TASK » What is needed here is an exact reprint of every record below.

____ INPUT RECORDS

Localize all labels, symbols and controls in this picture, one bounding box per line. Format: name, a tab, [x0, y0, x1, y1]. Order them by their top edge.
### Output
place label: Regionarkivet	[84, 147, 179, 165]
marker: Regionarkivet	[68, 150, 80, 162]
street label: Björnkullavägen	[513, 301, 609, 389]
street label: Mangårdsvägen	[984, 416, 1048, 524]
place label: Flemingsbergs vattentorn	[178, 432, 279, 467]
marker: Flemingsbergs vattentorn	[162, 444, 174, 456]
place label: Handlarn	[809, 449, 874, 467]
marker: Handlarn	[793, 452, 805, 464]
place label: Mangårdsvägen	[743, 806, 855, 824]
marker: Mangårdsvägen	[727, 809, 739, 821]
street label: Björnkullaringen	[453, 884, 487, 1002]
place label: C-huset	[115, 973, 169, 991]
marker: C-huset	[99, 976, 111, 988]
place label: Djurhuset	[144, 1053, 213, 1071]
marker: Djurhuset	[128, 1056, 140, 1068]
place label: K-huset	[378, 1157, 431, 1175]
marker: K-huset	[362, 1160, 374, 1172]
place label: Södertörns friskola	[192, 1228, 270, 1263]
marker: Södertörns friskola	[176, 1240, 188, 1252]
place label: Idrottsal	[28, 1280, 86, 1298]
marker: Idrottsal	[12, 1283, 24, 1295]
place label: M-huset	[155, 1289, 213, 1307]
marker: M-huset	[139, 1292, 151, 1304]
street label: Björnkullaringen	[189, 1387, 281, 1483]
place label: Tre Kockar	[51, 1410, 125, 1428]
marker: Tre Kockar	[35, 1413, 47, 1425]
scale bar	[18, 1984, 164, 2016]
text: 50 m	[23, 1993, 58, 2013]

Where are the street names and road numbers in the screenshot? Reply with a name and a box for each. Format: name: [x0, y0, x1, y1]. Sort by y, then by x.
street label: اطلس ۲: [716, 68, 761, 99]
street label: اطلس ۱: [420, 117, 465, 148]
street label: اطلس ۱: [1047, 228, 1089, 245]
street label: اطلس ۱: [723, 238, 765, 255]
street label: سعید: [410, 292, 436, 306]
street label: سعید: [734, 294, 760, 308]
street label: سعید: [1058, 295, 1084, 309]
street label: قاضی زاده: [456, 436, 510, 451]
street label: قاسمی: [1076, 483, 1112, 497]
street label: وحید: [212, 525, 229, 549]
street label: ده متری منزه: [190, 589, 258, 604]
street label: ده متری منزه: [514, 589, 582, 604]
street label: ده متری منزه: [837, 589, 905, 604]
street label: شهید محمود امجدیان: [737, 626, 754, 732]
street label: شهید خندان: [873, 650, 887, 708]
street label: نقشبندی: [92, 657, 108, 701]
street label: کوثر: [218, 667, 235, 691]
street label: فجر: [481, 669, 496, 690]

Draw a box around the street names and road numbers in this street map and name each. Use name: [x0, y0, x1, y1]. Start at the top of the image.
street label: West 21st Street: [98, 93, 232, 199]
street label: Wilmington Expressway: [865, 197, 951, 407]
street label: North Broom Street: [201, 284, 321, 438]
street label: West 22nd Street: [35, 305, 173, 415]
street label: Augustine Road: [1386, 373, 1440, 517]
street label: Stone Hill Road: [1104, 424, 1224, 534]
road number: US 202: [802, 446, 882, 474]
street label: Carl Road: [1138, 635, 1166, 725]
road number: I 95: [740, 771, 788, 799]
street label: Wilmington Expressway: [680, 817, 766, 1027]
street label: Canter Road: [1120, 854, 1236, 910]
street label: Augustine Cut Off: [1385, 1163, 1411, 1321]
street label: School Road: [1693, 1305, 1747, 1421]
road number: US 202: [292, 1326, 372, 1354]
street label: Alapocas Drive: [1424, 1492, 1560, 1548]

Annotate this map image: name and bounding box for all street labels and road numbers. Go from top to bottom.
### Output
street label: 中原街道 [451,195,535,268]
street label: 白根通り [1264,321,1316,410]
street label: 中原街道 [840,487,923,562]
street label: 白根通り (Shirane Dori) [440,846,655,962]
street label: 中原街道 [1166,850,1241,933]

________

WRITTEN RESPONSE »
Localize all labels, symbols and controls in this picture, one bounding box per line. Format: name, a tab, [x0, y0, x1, y1]. Order them by their top edge.
### Output
place label: Regionarkivet	[84, 147, 179, 165]
marker: Regionarkivet	[68, 150, 80, 162]
street label: Björnkullavägen	[513, 301, 609, 389]
street label: Mangårdsvägen	[984, 416, 1048, 524]
place label: Flemingsbergs vattentorn	[178, 432, 279, 467]
marker: Flemingsbergs vattentorn	[162, 444, 174, 456]
place label: Handlarn	[809, 449, 874, 467]
marker: Handlarn	[793, 452, 805, 464]
place label: Mangårdsvägen	[743, 806, 855, 824]
marker: Mangårdsvägen	[727, 809, 739, 821]
street label: Björnkullaringen	[453, 884, 487, 1002]
place label: C-huset	[115, 973, 169, 991]
marker: C-huset	[99, 976, 111, 988]
place label: Djurhuset	[144, 1053, 213, 1071]
marker: Djurhuset	[128, 1056, 140, 1068]
place label: K-huset	[378, 1157, 431, 1175]
marker: K-huset	[362, 1160, 374, 1172]
place label: Södertörns friskola	[192, 1228, 270, 1263]
marker: Södertörns friskola	[176, 1240, 188, 1252]
place label: Idrottsal	[28, 1280, 86, 1298]
marker: Idrottsal	[12, 1283, 24, 1295]
place label: M-huset	[155, 1289, 213, 1307]
marker: M-huset	[139, 1292, 151, 1304]
street label: Björnkullaringen	[189, 1387, 281, 1483]
place label: Tre Kockar	[51, 1410, 125, 1428]
marker: Tre Kockar	[35, 1413, 47, 1425]
scale bar	[18, 1984, 164, 2016]
text: 50 m	[23, 1993, 58, 2013]

Where are the street names and road numbers in the screenshot? Reply with a name and a box for each. Format: name: [x0, y0, x1, y1]. Sort by y, then by x.
street label: اطلس ۲: [716, 68, 761, 99]
street label: اطلس ۱: [420, 117, 465, 148]
street label: اطلس ۱: [1047, 228, 1089, 245]
street label: اطلس ۱: [723, 238, 765, 255]
street label: سعید: [410, 292, 436, 306]
street label: سعید: [734, 294, 760, 308]
street label: سعید: [1058, 295, 1084, 309]
street label: قاضی زاده: [456, 436, 510, 451]
street label: قاسمی: [1076, 483, 1112, 497]
street label: وحید: [212, 525, 229, 549]
street label: ده متری منزه: [190, 589, 258, 604]
street label: ده متری منزه: [514, 589, 582, 604]
street label: ده متری منزه: [837, 589, 905, 604]
street label: شهید محمود امجدیان: [737, 626, 754, 732]
street label: شهید خندان: [873, 650, 887, 708]
street label: نقشبندی: [92, 657, 108, 701]
street label: کوثر: [218, 667, 235, 691]
street label: فجر: [481, 669, 496, 690]

Draw a box around the street names and road numbers in this street map and name each. Use name: [x0, y0, x1, y1]. Start at the top of the image.
street label: West 21st Street: [98, 93, 232, 199]
street label: Wilmington Expressway: [865, 197, 951, 407]
street label: North Broom Street: [201, 284, 321, 438]
street label: West 22nd Street: [35, 305, 173, 415]
street label: Augustine Road: [1386, 373, 1440, 517]
street label: Stone Hill Road: [1104, 424, 1224, 534]
road number: US 202: [802, 446, 882, 474]
street label: Carl Road: [1138, 635, 1166, 725]
road number: I 95: [740, 771, 788, 799]
street label: Wilmington Expressway: [680, 817, 766, 1027]
street label: Canter Road: [1120, 854, 1236, 910]
street label: Augustine Cut Off: [1385, 1163, 1411, 1321]
street label: School Road: [1693, 1305, 1747, 1421]
road number: US 202: [292, 1326, 372, 1354]
street label: Alapocas Drive: [1424, 1492, 1560, 1548]

Annotate this map image: name and bounding box for all street labels and road numbers. Go from top to bottom.
### Output
street label: 中原街道 [451,195,535,268]
street label: 白根通り [1264,321,1316,410]
street label: 中原街道 [840,487,923,562]
street label: 白根通り (Shirane Dori) [440,846,655,962]
street label: 中原街道 [1166,850,1241,933]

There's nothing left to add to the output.